The organisms identified included methicillin-resistant Staphylococcus aureus (MRSA), Staphylococcus aureus, Pseudomonas aeruginosa, Proteus mirabilis, Diphtheroid gram-positive rods, beta hemolytic Streptococcus B, Enterobacter aerogenes, mixed skin flora, and Enterococcus sp. The most common was Staphylococcus (including MRSA) and Pseudomonas. Semiquantitative scores ranged from 0 to 4+ (0 represents no bacterial growth and 4+ represents the largest amount of bacterial growth on the culture). The various bacteria found in the wounds of all 8 patients and the relative abundance prior to and after application of the BWD-PHMB dressing are shown in Table 1.
Four patients (5 wounds) from 1 site were used strictly for the economic analysis below.
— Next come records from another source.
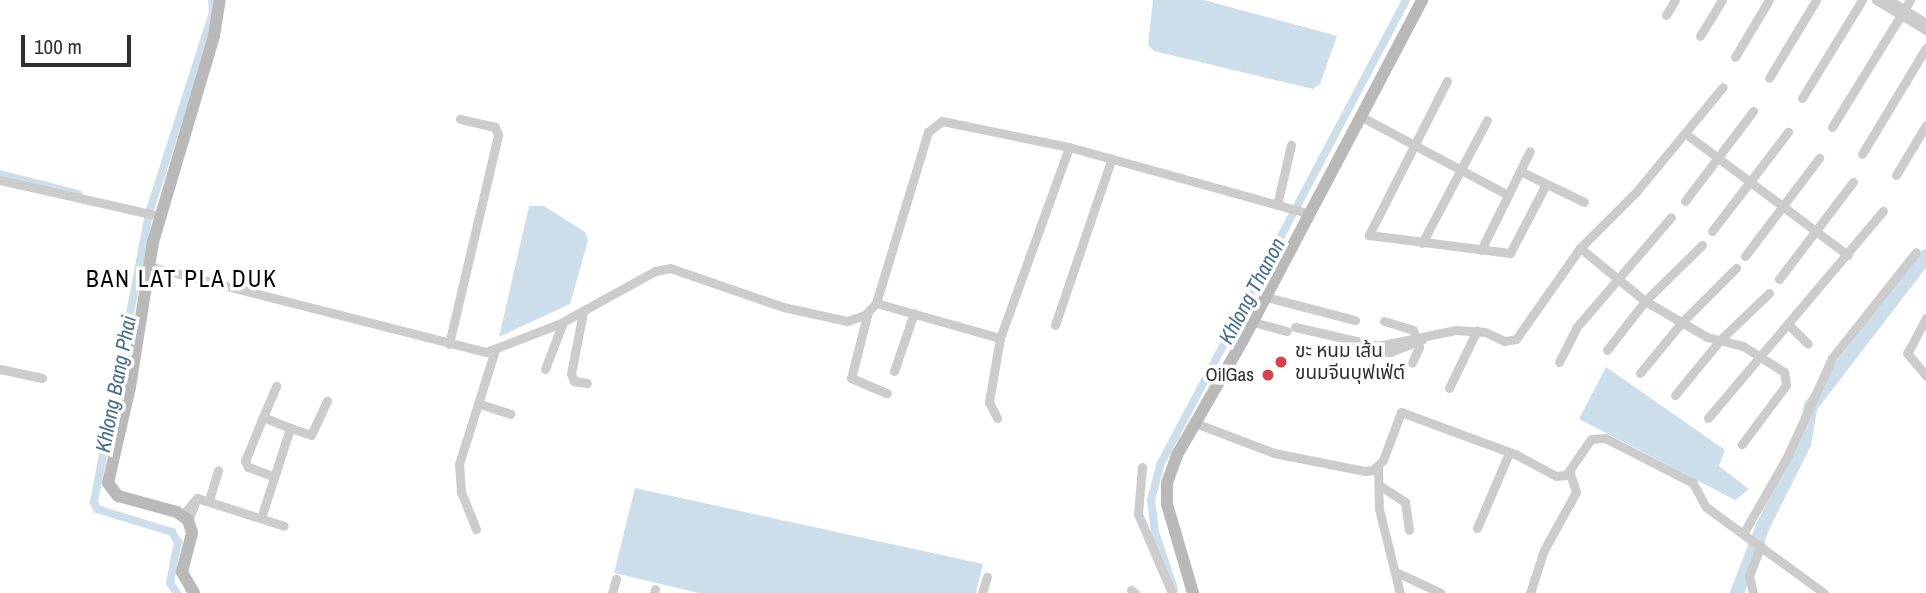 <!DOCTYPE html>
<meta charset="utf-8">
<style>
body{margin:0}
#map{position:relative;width:1926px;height:593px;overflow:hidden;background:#fff;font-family:"Archivo Narrow","Noto Sans Thai",sans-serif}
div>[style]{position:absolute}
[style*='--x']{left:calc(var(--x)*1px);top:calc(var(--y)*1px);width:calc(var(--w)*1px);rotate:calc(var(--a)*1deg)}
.water>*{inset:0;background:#ccdee9}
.canal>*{height:8px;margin:-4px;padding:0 4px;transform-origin:4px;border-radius:4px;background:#ccdee9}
.river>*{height:14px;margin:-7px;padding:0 7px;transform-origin:7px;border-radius:7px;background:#ccdee9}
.street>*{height:9px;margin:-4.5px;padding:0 4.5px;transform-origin:4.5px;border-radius:4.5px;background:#ccc}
.secondary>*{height:12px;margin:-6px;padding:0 6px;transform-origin:6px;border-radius:6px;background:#b9b9b9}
.dots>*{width:19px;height:19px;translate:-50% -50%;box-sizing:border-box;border:4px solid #fff;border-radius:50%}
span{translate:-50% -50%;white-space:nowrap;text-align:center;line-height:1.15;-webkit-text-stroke:7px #fff;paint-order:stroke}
.poi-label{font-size:19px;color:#2f2f2f}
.left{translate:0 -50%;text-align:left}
.right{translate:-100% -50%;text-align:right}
.water-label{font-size:21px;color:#436f8a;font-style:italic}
.quarter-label{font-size:23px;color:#000;letter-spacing:2px}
.scale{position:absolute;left:21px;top:35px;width:110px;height:32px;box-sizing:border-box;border:4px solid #2f2f2f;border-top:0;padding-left:9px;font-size:21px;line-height:24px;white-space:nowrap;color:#2f2f2f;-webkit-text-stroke:5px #fff;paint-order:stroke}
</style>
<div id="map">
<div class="water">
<div style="clip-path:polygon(1153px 0,1204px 0,1337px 36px,1320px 84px,1313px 89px,1154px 51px,1148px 45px)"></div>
<div style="clip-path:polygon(529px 206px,544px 206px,585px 232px,588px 240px,570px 304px,499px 337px)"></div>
<div style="clip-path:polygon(1606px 367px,1725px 450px,1719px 466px,1749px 489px,1735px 500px,1579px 419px)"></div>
<div style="clip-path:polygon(635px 488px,983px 564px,976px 593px,699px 593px,614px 573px)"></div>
</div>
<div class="canal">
<div style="--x:0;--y:174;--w:81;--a:14.4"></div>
<div style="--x:1174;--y:589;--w:60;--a:-108.4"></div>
<div style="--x:1155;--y:532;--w:32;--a:-97"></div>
<div style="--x:1151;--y:500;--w:38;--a:-75"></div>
<div style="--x:1161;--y:463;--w:524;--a:-62.11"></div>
<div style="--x:177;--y:593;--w:12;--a:-125"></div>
<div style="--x:170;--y:583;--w:42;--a:-79"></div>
<div style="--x:178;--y:542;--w:12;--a:-121"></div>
<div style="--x:172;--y:532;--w:78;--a:-163"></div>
<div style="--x:97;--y:509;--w:8;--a:-113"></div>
<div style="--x:94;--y:502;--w:294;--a:-79.2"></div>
<div style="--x:149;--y:213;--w:210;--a:-72.3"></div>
<div style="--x:213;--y:13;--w:13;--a:-94"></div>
</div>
<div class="river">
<div style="--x:1737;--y:593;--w:72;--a:-68.8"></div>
<div style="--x:1763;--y:526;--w:92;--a:-63.4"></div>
<div style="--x:1804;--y:444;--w:39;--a:-80"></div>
<div style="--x:1811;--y:406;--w:189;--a:-52.5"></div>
</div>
<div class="street">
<div style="--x:1876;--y:0;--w:58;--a:31"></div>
<div style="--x:1889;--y:0;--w:44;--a:31.9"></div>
<div style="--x:1666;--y:15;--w:17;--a:-59"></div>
<div style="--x:1700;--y:36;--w:42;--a:-58.6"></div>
<div style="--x:1735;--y:57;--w:66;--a:-59.2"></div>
<div style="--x:1769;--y:78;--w:91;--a:-58.9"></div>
<div style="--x:1447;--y:81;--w:173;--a:116.9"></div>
<div style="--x:1369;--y:235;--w:142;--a:7.3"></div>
<div style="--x:1510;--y:253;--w:78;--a:-62.4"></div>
<div style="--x:1802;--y:98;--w:115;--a:-58.5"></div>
<div style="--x:1360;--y:116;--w:168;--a:28.1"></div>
<div style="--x:1832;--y:127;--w:149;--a:-58.4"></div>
<div style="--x:1686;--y:134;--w:202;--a:36.8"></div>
<div style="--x:1862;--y:154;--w:124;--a:-58.9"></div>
<div style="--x:1520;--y:171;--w:71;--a:25.8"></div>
<div style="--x:1896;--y:175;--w:58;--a:-59"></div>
<div style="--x:0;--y:180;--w:164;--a:12.7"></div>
<div style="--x:1685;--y:201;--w:113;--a:-52.9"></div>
<div style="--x:1277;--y:205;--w:62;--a:-76.9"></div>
<div style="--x:1712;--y:231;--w:125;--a:-52.5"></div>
<div style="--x:1422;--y:243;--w:139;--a:-62.1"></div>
<div style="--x:1580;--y:248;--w:84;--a:39.2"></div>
<div style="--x:1645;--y:301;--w:72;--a:30.1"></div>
<div style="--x:1707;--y:337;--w:37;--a:14"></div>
<div style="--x:1743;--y:346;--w:49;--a:32.4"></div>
<div style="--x:1784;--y:372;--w:13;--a:81"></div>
<div style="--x:1786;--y:385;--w:74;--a:126.7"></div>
<div style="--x:1481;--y:250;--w:110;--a:-63.7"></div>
<div style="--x:1745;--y:256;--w:123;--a:-52.9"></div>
<div style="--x:148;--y:266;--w:349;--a:14.3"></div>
<div style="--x:486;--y:352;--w:78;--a:-21"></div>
<div style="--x:559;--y:324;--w:110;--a:-28.9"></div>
<div style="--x:655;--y:271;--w:15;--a:-11"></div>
<div style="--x:670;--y:268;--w:120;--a:19"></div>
<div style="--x:783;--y:307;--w:66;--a:12.3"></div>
<div style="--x:847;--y:321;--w:19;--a:-18"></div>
<div style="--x:865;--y:315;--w:16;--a:-47"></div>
<div style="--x:876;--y:303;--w:179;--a:-73.1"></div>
<div style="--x:928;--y:132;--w:18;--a:-38"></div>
<div style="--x:942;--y:121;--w:130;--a:11.6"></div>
<div style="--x:1069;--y:147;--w:250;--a:15.5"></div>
<div style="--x:1779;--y:279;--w:122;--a:-52.7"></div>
<div style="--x:1266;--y:297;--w:92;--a:14.5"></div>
<div style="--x:876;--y:303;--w:129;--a:15.8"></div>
<div style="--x:1000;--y:338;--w:65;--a:99.8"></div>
<div style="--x:989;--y:402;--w:18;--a:63"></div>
<div style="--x:583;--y:312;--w:63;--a:101"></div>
<div style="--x:571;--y:374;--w:8;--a:67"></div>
<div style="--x:574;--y:381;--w:13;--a:9"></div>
<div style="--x:868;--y:312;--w:68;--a:104.4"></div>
<div style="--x:851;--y:378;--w:39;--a:23"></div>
<div style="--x:1926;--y:318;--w:40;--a:118"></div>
<div style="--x:1907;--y:353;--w:30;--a:50"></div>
<div style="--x:1384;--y:321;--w:30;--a:17"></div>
<div style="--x:1413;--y:330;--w:18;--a:71"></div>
<div style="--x:1419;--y:347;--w:17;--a:114"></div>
<div style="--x:1253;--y:322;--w:35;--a:15"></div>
<div style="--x:1055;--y:325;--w:176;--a:-71.2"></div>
<div style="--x:1790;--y:326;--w:25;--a:45"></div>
<div style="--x:1295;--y:327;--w:85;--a:12.9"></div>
<div style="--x:1378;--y:346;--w:80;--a:-11.6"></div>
<div style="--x:1456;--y:330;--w:29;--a:4"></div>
<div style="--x:1485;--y:332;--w:21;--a:25"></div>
<div style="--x:1504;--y:341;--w:12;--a:-9"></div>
<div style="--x:1516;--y:339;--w:111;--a:-54.9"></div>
<div style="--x:1580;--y:248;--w:79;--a:-45"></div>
<div style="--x:1636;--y:192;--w:136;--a:-50.4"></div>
<div style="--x:1000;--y:338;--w:203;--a:-70.1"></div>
<div style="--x:449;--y:344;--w:215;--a:-76.8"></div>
<div style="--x:498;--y:135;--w:9;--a:-111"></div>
<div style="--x:495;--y:127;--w:36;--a:-167"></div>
<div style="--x:1607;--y:350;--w:62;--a:-52.2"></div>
<div style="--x:1645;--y:301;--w:80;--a:-44.5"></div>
<div style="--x:1369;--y:351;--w:21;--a:3"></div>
<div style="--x:1390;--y:352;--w:34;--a:-21"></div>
<div style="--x:1559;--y:362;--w:38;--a:-63"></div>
<div style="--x:1576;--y:328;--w:146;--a:-49.4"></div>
<div style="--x:0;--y:369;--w:43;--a:12.1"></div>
<div style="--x:545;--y:369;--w:50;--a:-69"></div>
<div style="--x:894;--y:371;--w:61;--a:-71"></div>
<div style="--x:1640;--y:373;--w:65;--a:-50.6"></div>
<div style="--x:1681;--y:323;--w:78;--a:-45"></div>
<div style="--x:1449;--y:388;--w:64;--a:-64.2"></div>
<div style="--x:1675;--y:395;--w:71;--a:-50.7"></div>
<div style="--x:1720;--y:340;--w:68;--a:-43.8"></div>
<div style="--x:480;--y:404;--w:32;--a:18"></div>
<div style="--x:263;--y:417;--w:34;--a:-67"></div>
<div style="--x:1708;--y:418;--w:271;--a:-49.8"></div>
<div style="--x:1195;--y:423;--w:85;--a:20.8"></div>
<div style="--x:1274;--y:453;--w:93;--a:11.2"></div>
<div style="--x:1365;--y:471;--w:8;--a:-7"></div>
<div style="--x:1373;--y:470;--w:14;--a:-45"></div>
<div style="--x:1383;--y:460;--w:51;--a:-69.4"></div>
<div style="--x:1401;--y:412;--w:124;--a:20.3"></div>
<div style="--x:1517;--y:455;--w:44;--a:28.3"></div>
<div style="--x:1556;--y:476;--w:10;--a:-6"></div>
<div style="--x:1566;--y:475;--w:44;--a:-55.2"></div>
<div style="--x:1591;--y:439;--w:14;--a:-4"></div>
<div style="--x:1605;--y:438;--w:99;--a:27.1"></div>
<div style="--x:1693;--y:483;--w:27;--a:62"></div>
<div style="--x:1706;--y:507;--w:146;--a:36.1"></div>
<div style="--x:1378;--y:466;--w:43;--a:88.7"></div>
<div style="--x:1379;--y:509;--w:87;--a:76"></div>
<div style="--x:1142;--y:467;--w:47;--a:94.9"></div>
<div style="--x:1138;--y:514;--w:86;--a:66.7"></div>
<div style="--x:272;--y:476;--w:26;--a:-159"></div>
<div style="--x:248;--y:467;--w:7;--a:-117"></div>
<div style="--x:245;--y:461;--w:48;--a:-67.8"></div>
<div style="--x:263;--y:417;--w:29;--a:22"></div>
<div style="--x:1379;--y:485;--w:31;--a:33"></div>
<div style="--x:1405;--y:502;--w:28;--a:82"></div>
<div style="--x:197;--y:498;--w:91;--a:17.8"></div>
<div style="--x:209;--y:500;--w:31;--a:-73"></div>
<div style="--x:183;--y:515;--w:22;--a:-51"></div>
<div style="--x:197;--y:498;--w:24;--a:112"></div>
<div style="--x:261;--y:518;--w:95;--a:-72.1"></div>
<div style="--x:290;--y:428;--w:22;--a:18"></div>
<div style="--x:311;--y:435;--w:38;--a:-65"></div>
<div style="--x:1477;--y:528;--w:82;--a:-66.9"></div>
<div style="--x:476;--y:529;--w:40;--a:-112"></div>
<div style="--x:461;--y:492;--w:28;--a:-94"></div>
<div style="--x:459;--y:464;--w:120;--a:-72.5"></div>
<div style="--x:1743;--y:534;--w:89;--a:-60.3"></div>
<div style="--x:1787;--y:457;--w:109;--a:-65.6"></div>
<div style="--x:1832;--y:358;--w:135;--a:-51.6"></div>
<div style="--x:1398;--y:573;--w:47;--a:24.9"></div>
<div style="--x:1131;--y:590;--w:5;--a:37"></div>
<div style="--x:612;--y:593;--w:15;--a:-74"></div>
<div style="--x:654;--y:593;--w:4;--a:-76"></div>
<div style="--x:982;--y:593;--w:17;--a:-73"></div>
<div style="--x:1530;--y:593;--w:45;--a:-72"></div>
<div style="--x:1544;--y:550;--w:66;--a:-61.1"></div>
<div style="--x:1576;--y:492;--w:22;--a:-108"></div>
<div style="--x:1753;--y:593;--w:17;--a:-103"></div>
<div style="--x:1749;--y:576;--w:33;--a:-69"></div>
</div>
<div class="secondary">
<div style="--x:194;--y:593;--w:24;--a:-120"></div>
<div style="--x:182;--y:572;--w:40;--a:-75.6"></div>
<div style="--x:192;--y:533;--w:14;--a:-107"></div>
<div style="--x:188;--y:520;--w:14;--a:-144"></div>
<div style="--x:177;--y:512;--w:61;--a:-164.8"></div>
<div style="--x:118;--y:496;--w:16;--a:-128"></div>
<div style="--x:108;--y:483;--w:98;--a:-77.1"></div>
<div style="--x:130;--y:387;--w:147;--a:-81"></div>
<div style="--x:153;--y:242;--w:215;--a:-73.5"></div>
<div style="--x:214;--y:36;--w:36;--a:-81"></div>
<div style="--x:1193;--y:593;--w:93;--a:-106.3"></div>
<div style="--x:1167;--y:504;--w:21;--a:-90"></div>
<div style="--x:1167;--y:483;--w:30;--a:-70"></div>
<div style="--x:1177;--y:455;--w:130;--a:-60.1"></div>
<div style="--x:1242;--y:342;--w:386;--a:-62.2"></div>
</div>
<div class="dots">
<div style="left:1281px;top:362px;background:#d7404c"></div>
<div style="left:1268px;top:375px;background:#d7404c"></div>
</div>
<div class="poi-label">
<span class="left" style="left:1295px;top:362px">ขะ หนม เส้น<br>ขนมจีนบุฟเฟ่ต์</span>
<span class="right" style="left:1254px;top:375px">OilGas</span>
</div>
<div class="water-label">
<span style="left:1252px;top:291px;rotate:-62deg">Khlong Thanon</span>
<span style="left:116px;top:384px;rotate:-79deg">Khlong Bang Phai</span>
</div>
<div class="quarter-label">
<span style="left:182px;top:279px">BAN LAT PLA DUK</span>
</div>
<div class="scale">100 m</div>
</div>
Of the remaining 8, 1 patient (3 wounds) was lost to follow-up after 1 week of BWD-PHMB treatment. The remaining patients had BWD-PHMB applied over periods of 1 to 7 weeks. Results of the 8 patients demonstrated a decrease in wound size on average from 6.79 cm2 to 4.57 cm2 (42% reduction) in an average of 25 days (Table 2). Two of the wounds completely healed during the study, 13 improved, and 2 showed a slight increase in size.